Preacher/Civil Rights Activist
(February 14, 1760 – March 26, 1831)
An inspiration to Frederick Douglass and Martin Luther King, Jr., Allen was a religious man, and was religiously devoted to the African American cause. He was born into slavery and bought his own freedom at the age of 23. After hearing a Methodist preacher speak out against slavery, Allen became a Methodist himself. In 1794, Allen and 10 others founded the Bethel Church, a black Methodist church that stood on a plot of land that Allen purchased with his meager earnings as a chimney sweep and shoemaker. Allen and his wife used the church for prayer, but also as a stop along the Underground Railroad for hiding runaway slaves. W.E.B. Dubois called Mother Bethel, “by long odds the vastest and most remarkable product of American Negro civilization.” It became more vast and remarkable once it turned into a subsidiary of the African Methodist Episcopal Church (A.M.E.)—the first national black church in the United States. Allen was an early face of the civil rights movement, and Richard Newman went so far as to call Allen, “[the] black founding father.”
- In 1816, he founded the first national black church in the United States, A.M.E.
- Helped found the Free African Society, a religious aid society dedicated to helping the black community
- In 1830, he formed the Free Produce Society, a membership organization that would only purchase food from non-slave labor.

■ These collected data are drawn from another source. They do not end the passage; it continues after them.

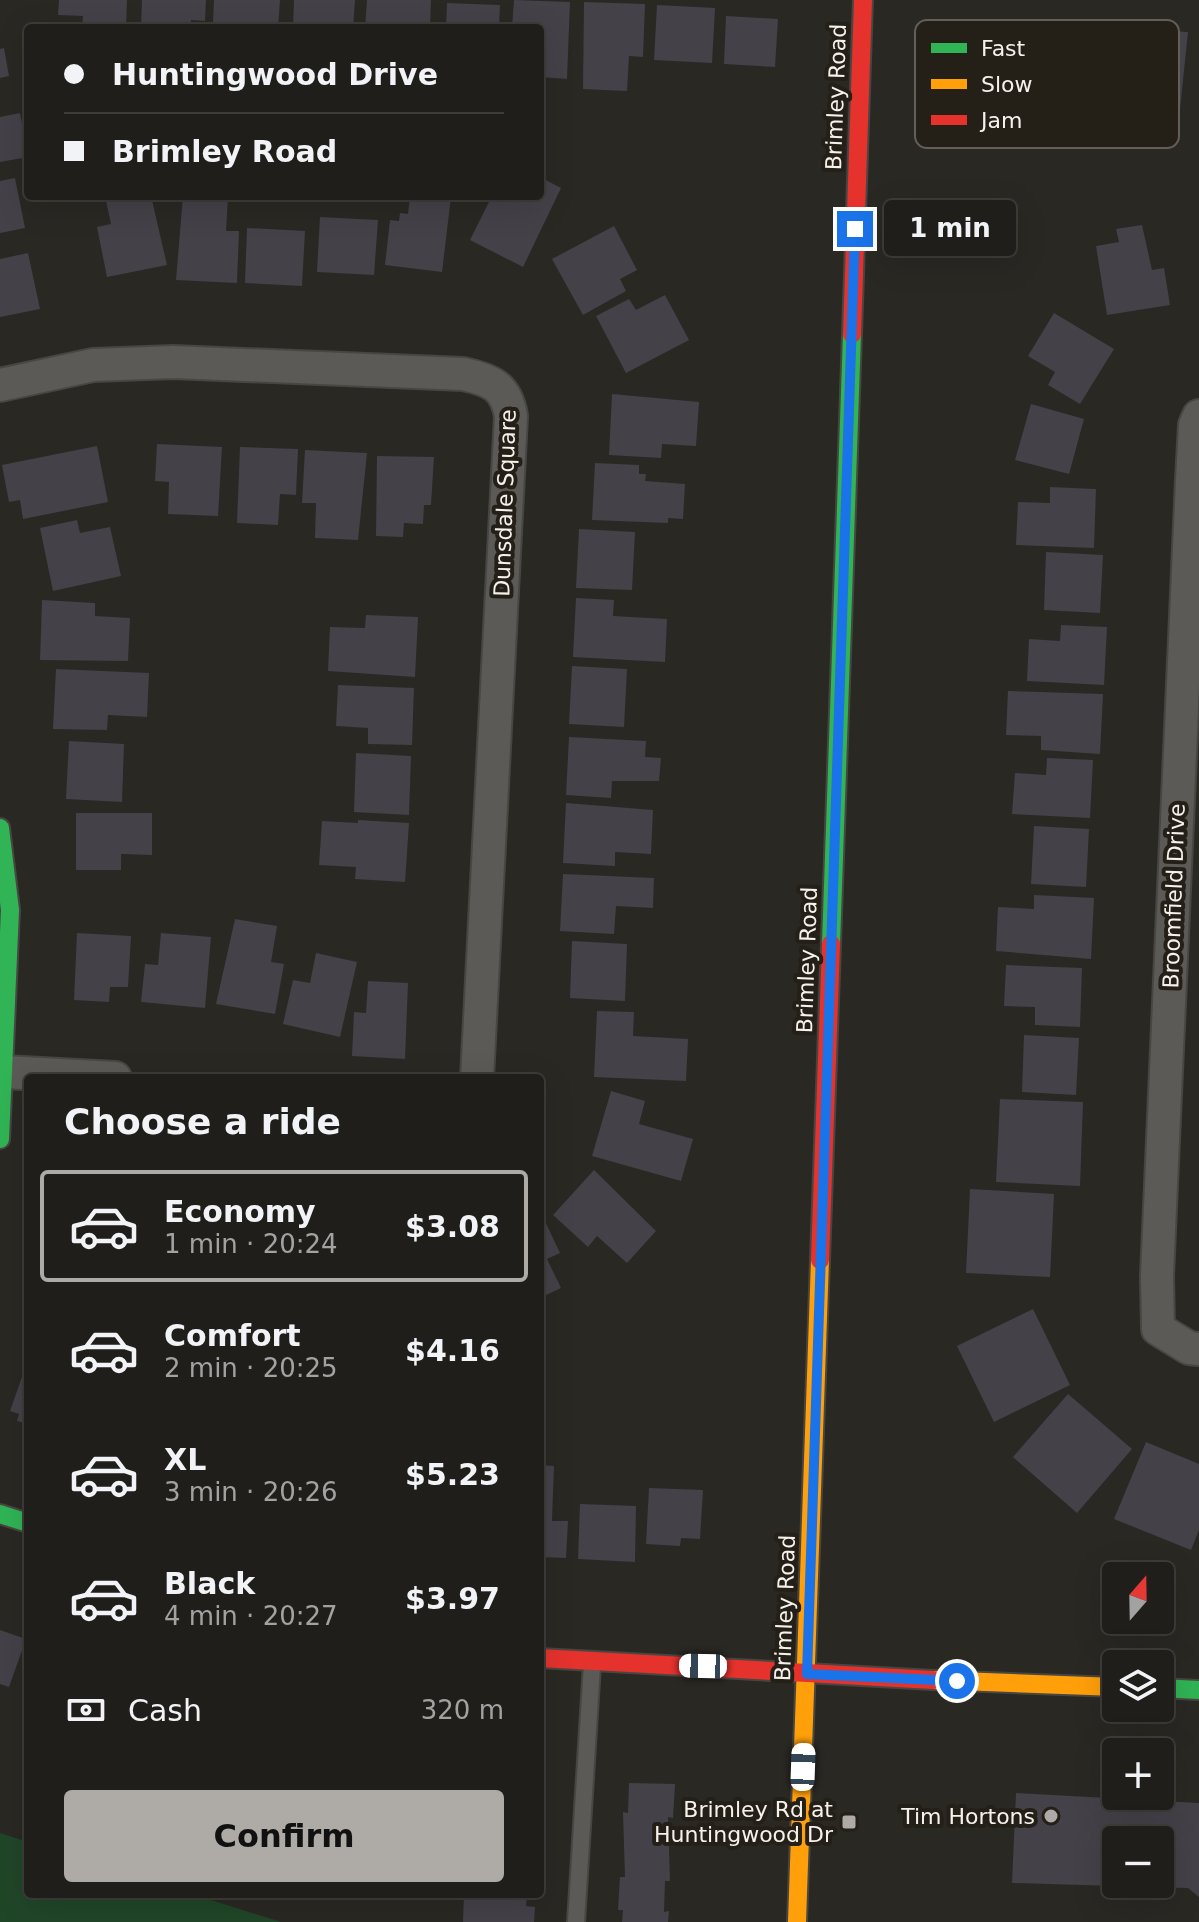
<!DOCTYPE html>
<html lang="en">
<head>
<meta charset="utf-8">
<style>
	:root { --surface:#201e1a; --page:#2d2b27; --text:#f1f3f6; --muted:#a2a2a2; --line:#3d3c39; --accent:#aeaba6 }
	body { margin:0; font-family:"DejaVu Sans",sans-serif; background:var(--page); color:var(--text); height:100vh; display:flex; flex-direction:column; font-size:30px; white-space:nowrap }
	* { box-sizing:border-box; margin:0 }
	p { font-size:26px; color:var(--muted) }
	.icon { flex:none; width:44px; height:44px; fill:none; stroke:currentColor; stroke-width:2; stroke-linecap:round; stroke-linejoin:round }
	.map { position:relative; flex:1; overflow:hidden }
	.details { position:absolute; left:24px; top:1074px; width:520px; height:824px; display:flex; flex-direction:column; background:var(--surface); border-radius:8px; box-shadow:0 8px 32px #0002,0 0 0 2px var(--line) }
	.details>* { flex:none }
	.banner { position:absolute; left:24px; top:24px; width:520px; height:176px; border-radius:8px; box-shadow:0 8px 32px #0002,0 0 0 2px var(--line); display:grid; align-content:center; height:176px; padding:0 40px; background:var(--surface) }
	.needle { width:52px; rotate:20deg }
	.fabs { position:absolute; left:1102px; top:1562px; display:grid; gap:16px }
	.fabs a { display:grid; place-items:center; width:72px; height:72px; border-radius:8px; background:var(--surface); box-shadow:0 8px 32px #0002,0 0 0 2px var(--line); font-size:40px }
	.end { position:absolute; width:36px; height:36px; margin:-18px; border:10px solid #1a73e8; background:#fff; box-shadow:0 0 0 4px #fff }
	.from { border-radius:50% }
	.bubble { position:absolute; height:56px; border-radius:8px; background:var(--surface); box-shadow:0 8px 32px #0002,0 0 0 2px var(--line); font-size:26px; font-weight:700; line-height:56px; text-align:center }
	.car { position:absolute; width:24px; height:48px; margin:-24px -12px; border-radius:10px; box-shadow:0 0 6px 2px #0007; background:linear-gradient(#fff 24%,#345 0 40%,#fff 0 76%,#345 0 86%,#fff 0) }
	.banner b { display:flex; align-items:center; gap:28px; height:76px; font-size:30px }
	.banner b+b { border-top:2px solid var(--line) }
	.banner i { width:20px; height:20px; background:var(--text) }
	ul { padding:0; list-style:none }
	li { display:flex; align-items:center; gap:24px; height:112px; margin:0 16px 12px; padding:0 24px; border:4px solid transparent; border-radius:8px }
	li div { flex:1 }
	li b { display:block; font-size:30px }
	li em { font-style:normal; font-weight:700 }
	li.active { border-color:var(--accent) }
	li>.icon { width:72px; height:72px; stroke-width:1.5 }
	h2 { padding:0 40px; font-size:36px; line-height:96px }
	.pay { display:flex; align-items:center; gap:20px; height:88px; padding:0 40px; font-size:30px }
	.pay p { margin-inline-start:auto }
	.primary-button { display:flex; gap:16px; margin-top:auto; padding:16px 40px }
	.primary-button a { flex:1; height:92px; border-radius:8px; background:var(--accent); color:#111; font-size:32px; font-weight:700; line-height:92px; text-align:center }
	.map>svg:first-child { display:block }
	.green { fill:#204628 }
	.building { fill:#444149 }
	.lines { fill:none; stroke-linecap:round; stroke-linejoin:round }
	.lane-casing { stroke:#484642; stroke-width:20 }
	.street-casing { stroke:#484642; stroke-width:36 }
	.fast-casing { stroke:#484642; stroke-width:22 }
	.slow-casing { stroke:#484642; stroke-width:22 }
	.jam-casing { stroke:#484642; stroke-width:22 }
	.lane { stroke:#5c5a57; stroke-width:16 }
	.street { stroke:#5c5a57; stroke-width:32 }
	.fast { stroke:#30b455; stroke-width:18 }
	.slow { stroke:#ff9f0a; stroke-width:18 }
	.jam { stroke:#e5322d; stroke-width:18 }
	.route { stroke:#1a73e8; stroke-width:10 }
	.poi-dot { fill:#aeaba6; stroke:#241f17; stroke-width:3 }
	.labels { text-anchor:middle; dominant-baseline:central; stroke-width:8; stroke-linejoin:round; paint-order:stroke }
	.street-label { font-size:22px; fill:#f5f2ed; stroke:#241f17 }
	.poi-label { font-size:22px; fill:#f5f2ed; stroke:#241f17; text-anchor:end }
	.key { fill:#241f17; stroke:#635e57; stroke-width:2 }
	.key-label { font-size:22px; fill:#f5f2ed }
</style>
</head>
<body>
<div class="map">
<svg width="1199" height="1922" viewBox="0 0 1199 1922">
	<rect width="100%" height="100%" fill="#2a2823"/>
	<!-- green -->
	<path class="green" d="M0,1833L28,1842V1894H192L281,1922H0Z"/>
	<!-- building -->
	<path class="building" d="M59,0H127L126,28H82L83,16L58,15Z
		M142,0H206L205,21L191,20V28H141Z
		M214,0H280L278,28H227V23L213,22Z
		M294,0H355L353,28H293Z
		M367,0H431L430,28H365Z
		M514,0L570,2L567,79L540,77V28H512Z
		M584,2L645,4L643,57L629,56L627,91L583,89Z
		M447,3L500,5L499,28H446Z
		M657,5L715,8L712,63L654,60Z
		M726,16L778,19L775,67L724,64Z
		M1152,30L1188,32L1178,128L1114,124L1118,47L1151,49Z
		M4,48L9,76L0,78V49Z
		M20,113L28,157L0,162V117Z
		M540,177L561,188L523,267L470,240L492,196L504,202L507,196H540Z
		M15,178L25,228L0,233V181Z
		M105,196H151L167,265L107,277L97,227L111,224Z
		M183,196H228L226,231H239L237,283L176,280Z
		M410,196L451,197L442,272L385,265L390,220L399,221L400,213L408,214Z
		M320,217L378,220L374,275L317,272Z
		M1142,225L1152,270L1164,268L1170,305L1107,315L1096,246L1119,242L1116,229Z
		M614,226L637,270L620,279L626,291L583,315L552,259Z
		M247,228L305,231L302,286L245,283Z
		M28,253L40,309L0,317V259Z
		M665,295L689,340L626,373L596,316L629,299L636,310Z
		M1054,313L1114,349L1080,404L1048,385L1055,372L1028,356Z
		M612,394L699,402L696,446L662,444L661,458L609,455Z
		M1031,404L1084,419L1069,474L1015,460Z
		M157,444L222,447L218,516L168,514L169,482L155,481Z
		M97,446L108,502L23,519L20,500L9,502L2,465Z
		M240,447L298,449L296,495L280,494L278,525L237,523Z
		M305,450L367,453L358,540L315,538L316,503H302Z
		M377,456L434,457L431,505H424L423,524L404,523L403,537L376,536Z
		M595,463L639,465V474H646L645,481L685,484L683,519L668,518V523L592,520Z
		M1050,487L1096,489L1094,548L1016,545L1018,502L1050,503Z
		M77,520L80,533L110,527L121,576L53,591L40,528Z
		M579,529L635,532L632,590L576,588Z
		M1046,552L1103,555L1100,613L1044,610Z
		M576,598L614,600L613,616L667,619L665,662L573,657Z
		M42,600L95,603V616L130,618L128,661L40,660Z
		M366,615L418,617L415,677L328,671L330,627L365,628Z
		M1061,625L1107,627L1104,685L1027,681L1029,639L1060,641Z
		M572,666L627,669L624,727L569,724Z
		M56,669L149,673L147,717L108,715L107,730L53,729Z
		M338,685L414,688L412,745L368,744V728L336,726Z
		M1008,691L1103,694L1100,754L1041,750V736L1006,735Z
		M569,737L646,741L645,757L661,758L659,781H612L611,798L566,795Z
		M69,741L124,744L122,802L66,799Z
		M356,753L411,756L409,815L354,812Z
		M1047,758L1093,760L1090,818L1012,814L1015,773L1046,775Z
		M566,803L653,810L651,854L615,852V866L563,863Z
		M76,813H152V855L121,854V870H76Z
		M358,820L409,823L405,882L355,879L356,867L319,865L322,821L358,823Z
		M1034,826L1089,829L1086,887L1031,884Z
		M563,874L654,878L653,908L616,906L614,934L560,931Z
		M1034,895L1094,898L1091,959L996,951L998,907L1034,909Z
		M235,919L277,926L271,962L284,964L275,1014L216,1004Z
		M77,933L131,936L128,987H110L109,1002L74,1000Z
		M161,933L211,937L205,1008L141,1002L145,964L158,965Z
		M572,941L627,944L625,1001L570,998Z
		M316,953L357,962L340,1037L283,1024L293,980L310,983Z
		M1006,965L1082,968L1080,1027L1035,1025V1007L1004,1006Z
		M368,981L408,983L405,1059L352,1056L354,1012L366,1013Z
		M597,1011L634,1012L633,1036L688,1039L686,1081L594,1077Z
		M1024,1035L1079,1038L1076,1095L1022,1092Z
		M611,1091L645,1101L639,1124L693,1139L681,1181L592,1156Z
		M1000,1099L1083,1102L1080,1186L996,1182Z
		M594,1170L656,1231L627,1263L597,1236L588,1247L553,1215Z
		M970,1189L1054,1194L1050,1277L966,1273Z
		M544,1219L560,1253L547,1259L561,1288L540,1298V1221Z
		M1033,1309L1070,1385L994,1422L957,1346Z
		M28,1360V1424L17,1421L19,1414L10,1411Z
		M1068,1394L1132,1449L1077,1513L1013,1457Z
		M1146,1442L1199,1464V1530L1191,1550L1114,1519Z
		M540,1465L554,1466L552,1521H568L566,1558L540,1557Z
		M649,1488L703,1490L700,1539L681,1538L680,1546L646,1544Z
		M580,1504L636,1506L635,1562L578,1559Z
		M0,1630L26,1639L9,1687L0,1684Z
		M629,1783L675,1784L673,1818L668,1817L670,1881H665L664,1912L669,1911L668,1922H622L623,1910H618L620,1877H625L623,1812L628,1813Z
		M1016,1793L1199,1803V1897L1188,1888L1136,1887L1160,1884V1840H1116V1886L1012,1883Z
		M464,1894H527L526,1906L535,1907L534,1922H463Z"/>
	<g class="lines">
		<defs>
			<path id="lane" d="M576,1922L592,1665"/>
			<path id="street" d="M0,385L93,365L173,362L463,374C491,380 506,386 511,416L477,1078
				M1199,416L1195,425L1192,480L1157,1276L1158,1329L1189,1348L1199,1349
				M4,1072L115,1078"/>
			<path id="fast" d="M0,828L10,910L0,1139
				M831,944L852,334
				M0,1514L28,1523
				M1160,1688L1199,1690"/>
			<path id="slow" d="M933,1680L1116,1687
				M797,1922L820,1260"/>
			<path id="jam" d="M852,334L863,0
				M820,1260L831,944
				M540,1658L933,1680"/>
		</defs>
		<!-- lane casing -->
		<use href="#lane" class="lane-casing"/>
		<!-- street casing -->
		<use href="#street" class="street-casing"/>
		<!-- fast casing -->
		<use href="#fast" class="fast-casing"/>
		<!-- slow casing -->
		<use href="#slow" class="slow-casing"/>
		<!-- jam casing -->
		<use href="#jam" class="jam-casing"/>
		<!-- lane -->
		<use href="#lane" class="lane"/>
		<!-- street -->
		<use href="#street" class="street"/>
		<!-- fast -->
		<use href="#fast" class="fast"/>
		<!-- slow -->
		<use href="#slow" class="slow"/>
		<!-- jam -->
		<use href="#jam" class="jam"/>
	</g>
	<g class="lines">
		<!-- route -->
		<path class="route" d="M855,229L807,1674L957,1681"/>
	</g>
	<!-- markers -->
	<g class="poi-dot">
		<circle cx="1051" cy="1816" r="8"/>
		<rect x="841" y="1814" width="16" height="16" rx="4"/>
	</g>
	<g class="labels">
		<!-- street labels -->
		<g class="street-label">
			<text transform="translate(836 97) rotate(-88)">Brimley Road</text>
			<text transform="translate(505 503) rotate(-88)">Dunsdale Square</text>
			<text transform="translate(1174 896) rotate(-88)">Broomfield Drive</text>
			<text transform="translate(807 960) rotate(-88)">Brimley Road</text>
			<text transform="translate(785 1608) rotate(-88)">Brimley Road</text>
		</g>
		<!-- poi labels -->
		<g class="poi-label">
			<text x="833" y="1809">Brimley Rd at<tspan x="833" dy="25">Huntingwood Dr</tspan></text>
			<text x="1035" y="1816">Tim Hortons</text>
		</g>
	</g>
	<!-- legend -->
	<rect x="915" y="20" width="264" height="128" rx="12" class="key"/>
	<rect x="931" y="43" width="36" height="10" fill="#30b455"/>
	<rect x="931" y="79" width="36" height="10" fill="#ff9f0a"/>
	<rect x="931" y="115" width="36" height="10" fill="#e5322d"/>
	<g class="key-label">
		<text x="981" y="56">Fast</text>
		<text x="981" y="92">Slow</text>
		<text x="981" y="128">Jam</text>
	</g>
</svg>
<div class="fabs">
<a><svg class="needle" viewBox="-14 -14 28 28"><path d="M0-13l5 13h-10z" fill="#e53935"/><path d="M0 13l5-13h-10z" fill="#a2a2a2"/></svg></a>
<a><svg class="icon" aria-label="layers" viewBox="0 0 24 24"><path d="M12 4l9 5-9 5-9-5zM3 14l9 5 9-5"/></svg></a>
<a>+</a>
<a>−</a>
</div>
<i class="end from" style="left:957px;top:1681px"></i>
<i class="end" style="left:855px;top:229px"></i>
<div class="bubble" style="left:884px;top:200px;width:132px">1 min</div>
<i class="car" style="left:703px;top:1666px;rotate:271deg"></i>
<i class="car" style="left:803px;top:1767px;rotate:2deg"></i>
<div class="banner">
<b><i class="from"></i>Huntingwood Drive</b>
<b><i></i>Brimley Road</b>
</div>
<section class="details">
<h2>Choose a ride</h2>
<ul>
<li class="active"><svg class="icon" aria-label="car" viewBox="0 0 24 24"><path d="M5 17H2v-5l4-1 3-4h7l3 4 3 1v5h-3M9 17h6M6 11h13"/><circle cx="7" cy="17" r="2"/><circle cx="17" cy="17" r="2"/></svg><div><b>Economy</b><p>1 min · 20:24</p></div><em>$3.08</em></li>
<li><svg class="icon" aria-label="car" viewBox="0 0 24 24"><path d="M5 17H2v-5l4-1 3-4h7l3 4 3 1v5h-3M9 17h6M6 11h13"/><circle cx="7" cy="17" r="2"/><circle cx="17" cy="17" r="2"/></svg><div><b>Comfort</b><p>2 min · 20:25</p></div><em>$4.16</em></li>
<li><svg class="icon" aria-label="car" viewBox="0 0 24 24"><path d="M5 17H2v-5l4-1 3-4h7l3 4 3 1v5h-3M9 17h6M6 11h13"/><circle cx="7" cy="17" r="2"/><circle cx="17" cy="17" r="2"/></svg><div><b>XL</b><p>3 min · 20:26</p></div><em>$5.23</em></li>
<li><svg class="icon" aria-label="car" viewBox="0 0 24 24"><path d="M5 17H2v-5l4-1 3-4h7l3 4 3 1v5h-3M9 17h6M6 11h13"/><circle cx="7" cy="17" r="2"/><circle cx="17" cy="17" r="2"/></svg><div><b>Black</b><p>4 min · 20:27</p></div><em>$3.97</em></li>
</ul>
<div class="pay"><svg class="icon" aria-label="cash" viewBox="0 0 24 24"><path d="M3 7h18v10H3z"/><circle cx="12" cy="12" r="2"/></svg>Cash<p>320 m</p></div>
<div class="primary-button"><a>Confirm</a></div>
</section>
</div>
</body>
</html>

William Lloyd Garrison said of Allen, “[he was] one of the purest friends and patriots that ever exerted his energies in favor of civil and religious liberty. His noble deeds will remain cherished in the memory of mankind as imperishable monuments of eternal glory.”
(June 21, 1859 – May 25, 1937)
Henry Ossawa Tanner was the first African American artist to gain recognition on the world stage. Noted for his depiction of landscapes and Biblical themes, Tanner’s work caught the eye of many, including Thomas Eakins, another famous 19th century painter from Philadelphia. Oddly, Tanner thanked his poor health early in his life for giving him the time to hone his artistic skills. He trained at the renowned Pennsylvania Academy of the Fine Arts and Robert Vaux School before moving to Paris and settling there. “Nicodemus Visiting Jesus” is believed to be his most famous work.
- Pennsylvania Academy of the Fine Arts
- Robert Vaux School
- Academie Julian
- Won the Pennsylvania Academy of the Fine Arts’ Lippincott Prize in 1900
Named honorary chevalier of the Order of the Legion Honor—France’s most distinguished award—in 1923
- In 1927, Tanner was made a full academician of the National Academy of Design—becoming the first African American to ever receive the distinction.
- Only African American enrolled during his time at the Pennsylvania Academy of Fine Arts
- “Nicodemus Visiting Jesus” (c. 1898) won the PAFA’s Lippincott Prize in 1900
“The Raising of Lazarus” (c. 1897) won a medal at the Paris Salon of 1897
“I will preach with my brush,” Tanner said.
(February 27, 1897 – April 8, 1993)
Despite the resistance Anderson faced in venues across the country, she became one of the city’s fiercest and most successful performers, as well as a deliberate (and inadvertent) Civil Rights hero. She played with the New York Philharmonic in 1929, but is best known for her Easter Sunday 1939 concert on the steps of the Lincoln Memorial before 75,000 people, with millions more listening live on NPR. That show happened because the Daughters of the American Revolution in Philadelphia refused to allow Anderson to perform at Constitution Hall, prompting Eleanor Roosevelt to resign her DAR membership and arrange the open-air show for Anderson in D.C. Anderson toured extensively throughout Europe, where her remarkable talent was appreciated by none other than Arturo Toscanini, who told her, “Yours is a voice such as one hears in 100 years.” Back home, it wasn’t until 1955 that she became the first African American to sing at the Metropolitan Opera. Anderson fought for more than just her own chance at fame: She was a major part of the civil rights movement, performing in D.C. again for the March on Washington in 1963. “I could not run away from the situation” Anderson said. “I had become, whether I liked it or not, a symbol, representing my people. I had to appear.”
- Stanton Grammar School
- First African American to play at Metropolitan Opera in NYC
- Delegate for the United Nations Human Rights Commission
- Goodwill ambassadress for U.S. Department of State
- Awarded dozens of awards but most notably the Presidential Medal of Freedom, Kennedy Center Honors, National Medal of Arts and Grammy Lifetime Achievement award
- Albert Einstein hosted Anderson when she was denied stay in hotels
- Marian Anderson’s center-city home was added to the National Register of Historic Places, and a recreation center in South Philadelphia was named for her
“As long as you keep a person down, some part of you has to be down there to hold the person down, so it means you cannot soar as you otherwise might,” she said.